| YOUR OBJECTIVE |
Look for "building" in each line of the records, and copy the lines that have it.
Start of AVAILABLE DATA
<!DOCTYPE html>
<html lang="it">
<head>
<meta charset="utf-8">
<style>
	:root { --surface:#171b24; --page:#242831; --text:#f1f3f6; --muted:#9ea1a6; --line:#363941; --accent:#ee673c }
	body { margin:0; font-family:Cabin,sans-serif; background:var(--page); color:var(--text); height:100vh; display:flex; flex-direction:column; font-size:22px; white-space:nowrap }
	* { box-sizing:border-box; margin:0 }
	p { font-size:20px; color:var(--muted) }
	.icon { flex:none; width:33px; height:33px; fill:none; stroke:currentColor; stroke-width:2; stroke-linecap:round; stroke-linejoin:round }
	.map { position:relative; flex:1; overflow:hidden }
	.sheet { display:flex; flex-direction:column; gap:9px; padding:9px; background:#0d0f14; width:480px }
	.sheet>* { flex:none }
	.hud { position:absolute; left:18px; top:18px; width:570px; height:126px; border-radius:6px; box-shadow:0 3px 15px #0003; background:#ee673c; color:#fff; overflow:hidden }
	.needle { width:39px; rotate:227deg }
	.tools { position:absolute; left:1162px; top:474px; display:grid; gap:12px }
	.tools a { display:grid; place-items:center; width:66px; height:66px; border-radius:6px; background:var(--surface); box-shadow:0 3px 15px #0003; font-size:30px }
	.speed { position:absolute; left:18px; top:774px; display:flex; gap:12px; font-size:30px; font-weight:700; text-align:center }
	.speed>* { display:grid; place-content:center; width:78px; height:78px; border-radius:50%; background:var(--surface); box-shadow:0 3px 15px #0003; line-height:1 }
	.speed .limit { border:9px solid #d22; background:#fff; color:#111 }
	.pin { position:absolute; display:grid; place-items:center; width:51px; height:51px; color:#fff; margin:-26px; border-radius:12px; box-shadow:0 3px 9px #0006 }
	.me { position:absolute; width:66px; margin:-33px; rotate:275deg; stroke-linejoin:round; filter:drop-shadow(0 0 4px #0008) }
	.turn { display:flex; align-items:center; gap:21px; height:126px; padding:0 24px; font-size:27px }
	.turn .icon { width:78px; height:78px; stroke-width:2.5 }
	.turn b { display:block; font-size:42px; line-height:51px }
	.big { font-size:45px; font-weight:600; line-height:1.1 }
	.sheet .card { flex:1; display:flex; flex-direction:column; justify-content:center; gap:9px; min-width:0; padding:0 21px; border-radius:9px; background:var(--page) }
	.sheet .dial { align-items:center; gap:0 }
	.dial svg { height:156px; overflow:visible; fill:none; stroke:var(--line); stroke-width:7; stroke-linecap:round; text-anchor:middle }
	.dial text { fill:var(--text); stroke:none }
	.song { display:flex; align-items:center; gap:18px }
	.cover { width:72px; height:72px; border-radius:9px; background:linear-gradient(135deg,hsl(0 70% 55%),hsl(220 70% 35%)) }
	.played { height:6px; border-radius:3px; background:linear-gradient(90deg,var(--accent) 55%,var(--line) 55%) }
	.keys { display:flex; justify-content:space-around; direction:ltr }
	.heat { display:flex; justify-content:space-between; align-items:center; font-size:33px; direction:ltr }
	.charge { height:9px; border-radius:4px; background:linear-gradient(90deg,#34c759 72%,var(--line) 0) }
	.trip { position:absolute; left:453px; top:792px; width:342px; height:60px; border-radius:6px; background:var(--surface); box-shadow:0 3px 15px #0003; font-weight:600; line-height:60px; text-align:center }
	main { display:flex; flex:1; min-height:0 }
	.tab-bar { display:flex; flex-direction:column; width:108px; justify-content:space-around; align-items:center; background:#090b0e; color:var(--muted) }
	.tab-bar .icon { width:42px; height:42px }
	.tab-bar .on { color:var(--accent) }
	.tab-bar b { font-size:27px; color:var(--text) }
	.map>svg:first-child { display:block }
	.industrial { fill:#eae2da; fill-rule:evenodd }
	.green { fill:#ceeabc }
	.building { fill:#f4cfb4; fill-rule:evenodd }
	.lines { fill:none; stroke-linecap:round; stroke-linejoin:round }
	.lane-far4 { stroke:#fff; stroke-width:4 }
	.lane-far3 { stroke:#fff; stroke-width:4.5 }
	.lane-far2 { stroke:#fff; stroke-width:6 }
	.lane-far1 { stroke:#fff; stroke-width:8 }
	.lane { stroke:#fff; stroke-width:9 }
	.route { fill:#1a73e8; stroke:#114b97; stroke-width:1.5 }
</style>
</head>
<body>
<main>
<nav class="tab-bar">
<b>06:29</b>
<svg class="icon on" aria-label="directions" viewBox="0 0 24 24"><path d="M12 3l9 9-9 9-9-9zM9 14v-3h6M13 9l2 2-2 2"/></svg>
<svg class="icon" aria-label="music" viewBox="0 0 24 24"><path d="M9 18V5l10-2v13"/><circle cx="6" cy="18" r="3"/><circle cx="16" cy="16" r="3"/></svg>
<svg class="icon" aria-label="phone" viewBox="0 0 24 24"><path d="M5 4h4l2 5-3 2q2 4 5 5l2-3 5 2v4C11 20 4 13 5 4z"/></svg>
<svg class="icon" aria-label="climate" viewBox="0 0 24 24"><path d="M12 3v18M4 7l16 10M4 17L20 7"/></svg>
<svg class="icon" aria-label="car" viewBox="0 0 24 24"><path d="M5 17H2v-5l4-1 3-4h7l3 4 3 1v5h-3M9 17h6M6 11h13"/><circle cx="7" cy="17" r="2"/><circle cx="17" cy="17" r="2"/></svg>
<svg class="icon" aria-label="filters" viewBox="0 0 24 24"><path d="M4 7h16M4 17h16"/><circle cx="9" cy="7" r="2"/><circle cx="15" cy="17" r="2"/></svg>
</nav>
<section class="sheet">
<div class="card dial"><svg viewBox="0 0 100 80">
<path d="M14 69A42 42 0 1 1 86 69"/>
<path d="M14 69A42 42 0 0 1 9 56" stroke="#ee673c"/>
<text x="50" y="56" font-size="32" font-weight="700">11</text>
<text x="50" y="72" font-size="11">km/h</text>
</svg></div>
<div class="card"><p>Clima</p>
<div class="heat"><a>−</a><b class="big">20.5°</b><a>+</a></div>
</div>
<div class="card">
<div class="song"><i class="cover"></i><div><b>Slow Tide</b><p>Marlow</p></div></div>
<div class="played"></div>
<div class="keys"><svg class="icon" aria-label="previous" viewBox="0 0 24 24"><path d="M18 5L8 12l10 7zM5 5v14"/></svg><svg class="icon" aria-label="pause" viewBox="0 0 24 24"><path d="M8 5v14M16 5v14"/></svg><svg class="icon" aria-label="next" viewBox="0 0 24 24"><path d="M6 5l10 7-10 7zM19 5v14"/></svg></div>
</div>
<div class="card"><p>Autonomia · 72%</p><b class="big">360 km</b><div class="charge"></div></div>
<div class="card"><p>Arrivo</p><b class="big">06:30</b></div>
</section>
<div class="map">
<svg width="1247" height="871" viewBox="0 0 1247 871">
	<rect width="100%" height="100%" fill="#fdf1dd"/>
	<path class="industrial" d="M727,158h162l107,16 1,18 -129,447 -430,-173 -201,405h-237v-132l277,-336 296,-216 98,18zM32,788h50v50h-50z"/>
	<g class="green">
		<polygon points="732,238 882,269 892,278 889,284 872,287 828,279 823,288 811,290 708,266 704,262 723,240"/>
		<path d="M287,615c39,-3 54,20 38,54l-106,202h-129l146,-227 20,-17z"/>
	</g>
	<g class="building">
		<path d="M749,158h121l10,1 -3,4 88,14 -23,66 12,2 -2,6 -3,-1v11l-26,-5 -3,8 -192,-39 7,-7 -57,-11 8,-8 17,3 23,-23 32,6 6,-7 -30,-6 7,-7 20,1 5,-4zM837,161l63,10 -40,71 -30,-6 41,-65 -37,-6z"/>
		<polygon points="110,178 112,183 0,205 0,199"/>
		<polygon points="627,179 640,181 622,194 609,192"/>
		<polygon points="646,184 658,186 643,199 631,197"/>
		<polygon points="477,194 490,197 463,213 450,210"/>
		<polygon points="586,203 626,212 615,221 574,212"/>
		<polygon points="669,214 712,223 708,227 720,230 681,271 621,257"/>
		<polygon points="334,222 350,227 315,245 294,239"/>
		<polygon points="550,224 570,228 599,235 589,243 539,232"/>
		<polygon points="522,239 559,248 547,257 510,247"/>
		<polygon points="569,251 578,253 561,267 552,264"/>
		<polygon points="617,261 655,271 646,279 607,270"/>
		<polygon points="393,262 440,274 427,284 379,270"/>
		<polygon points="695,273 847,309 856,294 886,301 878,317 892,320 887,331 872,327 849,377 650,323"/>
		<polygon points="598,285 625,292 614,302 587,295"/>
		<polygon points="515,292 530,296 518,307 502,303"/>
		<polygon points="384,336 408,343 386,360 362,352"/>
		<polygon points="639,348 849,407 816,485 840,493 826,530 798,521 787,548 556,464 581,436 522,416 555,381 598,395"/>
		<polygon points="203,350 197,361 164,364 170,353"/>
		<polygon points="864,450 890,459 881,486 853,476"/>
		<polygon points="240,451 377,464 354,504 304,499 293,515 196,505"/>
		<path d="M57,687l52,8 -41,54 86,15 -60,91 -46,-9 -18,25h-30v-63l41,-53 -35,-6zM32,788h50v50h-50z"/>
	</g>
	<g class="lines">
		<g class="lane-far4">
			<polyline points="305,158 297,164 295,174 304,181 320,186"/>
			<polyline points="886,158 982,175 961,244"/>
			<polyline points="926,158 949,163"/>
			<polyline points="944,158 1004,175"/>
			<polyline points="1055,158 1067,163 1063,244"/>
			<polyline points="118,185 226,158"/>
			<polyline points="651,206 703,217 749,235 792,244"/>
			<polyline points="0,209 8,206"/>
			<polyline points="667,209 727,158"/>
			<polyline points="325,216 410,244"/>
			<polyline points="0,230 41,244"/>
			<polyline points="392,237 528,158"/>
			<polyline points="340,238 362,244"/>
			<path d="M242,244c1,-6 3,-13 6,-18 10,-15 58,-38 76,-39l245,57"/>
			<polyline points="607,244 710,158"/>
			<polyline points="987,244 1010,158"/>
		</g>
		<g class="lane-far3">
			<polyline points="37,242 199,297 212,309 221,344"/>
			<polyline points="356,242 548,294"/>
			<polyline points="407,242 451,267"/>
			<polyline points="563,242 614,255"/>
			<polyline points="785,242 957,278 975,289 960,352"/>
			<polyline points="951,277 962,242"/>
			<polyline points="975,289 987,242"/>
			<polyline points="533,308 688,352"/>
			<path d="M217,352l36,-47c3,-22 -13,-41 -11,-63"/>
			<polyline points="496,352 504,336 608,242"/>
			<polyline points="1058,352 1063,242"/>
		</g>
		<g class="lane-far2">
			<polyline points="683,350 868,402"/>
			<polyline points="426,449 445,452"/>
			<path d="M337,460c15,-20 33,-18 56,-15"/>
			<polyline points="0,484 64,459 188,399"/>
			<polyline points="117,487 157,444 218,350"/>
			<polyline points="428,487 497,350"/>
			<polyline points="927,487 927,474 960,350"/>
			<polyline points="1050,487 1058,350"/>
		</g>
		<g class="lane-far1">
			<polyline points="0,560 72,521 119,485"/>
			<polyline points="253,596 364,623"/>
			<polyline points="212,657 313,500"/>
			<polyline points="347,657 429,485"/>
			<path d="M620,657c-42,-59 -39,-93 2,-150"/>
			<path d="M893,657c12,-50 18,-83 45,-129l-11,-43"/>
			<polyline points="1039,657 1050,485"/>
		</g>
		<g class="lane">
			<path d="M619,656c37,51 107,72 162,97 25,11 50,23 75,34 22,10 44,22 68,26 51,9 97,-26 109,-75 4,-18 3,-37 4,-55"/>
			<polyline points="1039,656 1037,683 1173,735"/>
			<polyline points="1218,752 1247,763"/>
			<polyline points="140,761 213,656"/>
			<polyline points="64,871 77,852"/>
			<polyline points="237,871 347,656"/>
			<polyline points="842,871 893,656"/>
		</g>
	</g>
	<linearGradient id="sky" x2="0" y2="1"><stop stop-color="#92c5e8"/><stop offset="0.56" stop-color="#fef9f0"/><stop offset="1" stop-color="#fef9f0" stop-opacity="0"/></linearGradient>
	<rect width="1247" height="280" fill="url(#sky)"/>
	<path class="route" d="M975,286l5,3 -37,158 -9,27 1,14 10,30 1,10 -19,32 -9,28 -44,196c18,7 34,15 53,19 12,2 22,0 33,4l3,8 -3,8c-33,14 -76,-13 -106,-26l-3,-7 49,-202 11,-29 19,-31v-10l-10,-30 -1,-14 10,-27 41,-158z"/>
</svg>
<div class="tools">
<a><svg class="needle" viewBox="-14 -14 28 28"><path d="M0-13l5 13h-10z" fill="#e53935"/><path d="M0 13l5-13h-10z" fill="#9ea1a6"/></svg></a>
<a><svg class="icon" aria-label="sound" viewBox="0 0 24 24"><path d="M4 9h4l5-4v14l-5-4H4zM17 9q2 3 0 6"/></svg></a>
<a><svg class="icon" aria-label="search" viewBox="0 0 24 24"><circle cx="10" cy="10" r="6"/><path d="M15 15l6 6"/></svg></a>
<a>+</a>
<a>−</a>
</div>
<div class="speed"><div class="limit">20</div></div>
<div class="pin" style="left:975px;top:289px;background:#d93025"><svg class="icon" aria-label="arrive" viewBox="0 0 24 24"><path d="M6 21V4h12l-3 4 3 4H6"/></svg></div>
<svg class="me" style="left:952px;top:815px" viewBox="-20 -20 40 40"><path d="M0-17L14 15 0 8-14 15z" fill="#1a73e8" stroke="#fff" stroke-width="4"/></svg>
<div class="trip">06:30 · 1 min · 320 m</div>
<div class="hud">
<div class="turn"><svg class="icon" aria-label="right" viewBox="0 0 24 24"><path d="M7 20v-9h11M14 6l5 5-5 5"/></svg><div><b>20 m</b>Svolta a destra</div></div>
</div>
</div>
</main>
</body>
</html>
End of AVAILABLE DATA
| YOUR RESPONSE |
	.building { fill:#f4cfb4; fill-rule:evenodd }
	<g class="building">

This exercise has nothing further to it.